Report, as a bare number, how many lines in the data contain "route".

(Saved data entries)
________________
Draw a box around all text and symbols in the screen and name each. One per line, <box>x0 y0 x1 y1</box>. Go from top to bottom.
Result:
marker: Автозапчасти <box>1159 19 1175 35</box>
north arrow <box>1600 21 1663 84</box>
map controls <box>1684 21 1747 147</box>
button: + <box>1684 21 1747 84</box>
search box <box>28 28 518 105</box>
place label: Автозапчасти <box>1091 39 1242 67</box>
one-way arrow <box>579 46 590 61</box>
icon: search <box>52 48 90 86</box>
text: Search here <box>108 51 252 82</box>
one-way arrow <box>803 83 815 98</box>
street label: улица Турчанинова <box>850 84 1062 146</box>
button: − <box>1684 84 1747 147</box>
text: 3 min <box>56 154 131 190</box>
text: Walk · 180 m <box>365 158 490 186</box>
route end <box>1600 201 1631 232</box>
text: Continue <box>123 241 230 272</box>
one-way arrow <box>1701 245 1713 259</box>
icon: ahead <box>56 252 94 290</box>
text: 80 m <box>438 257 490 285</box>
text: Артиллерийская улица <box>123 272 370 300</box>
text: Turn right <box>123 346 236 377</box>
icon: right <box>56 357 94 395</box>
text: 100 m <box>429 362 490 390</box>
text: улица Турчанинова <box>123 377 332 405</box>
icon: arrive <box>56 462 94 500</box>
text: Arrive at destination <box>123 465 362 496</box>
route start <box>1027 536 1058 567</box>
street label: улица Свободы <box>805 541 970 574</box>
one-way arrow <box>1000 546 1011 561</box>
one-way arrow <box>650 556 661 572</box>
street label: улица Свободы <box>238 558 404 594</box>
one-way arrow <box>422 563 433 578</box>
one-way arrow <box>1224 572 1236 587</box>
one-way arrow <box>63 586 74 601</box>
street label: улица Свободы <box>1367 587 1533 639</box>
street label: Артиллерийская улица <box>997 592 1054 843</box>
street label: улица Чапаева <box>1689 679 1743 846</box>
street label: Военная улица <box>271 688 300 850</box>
________________
▶ Written answer: 2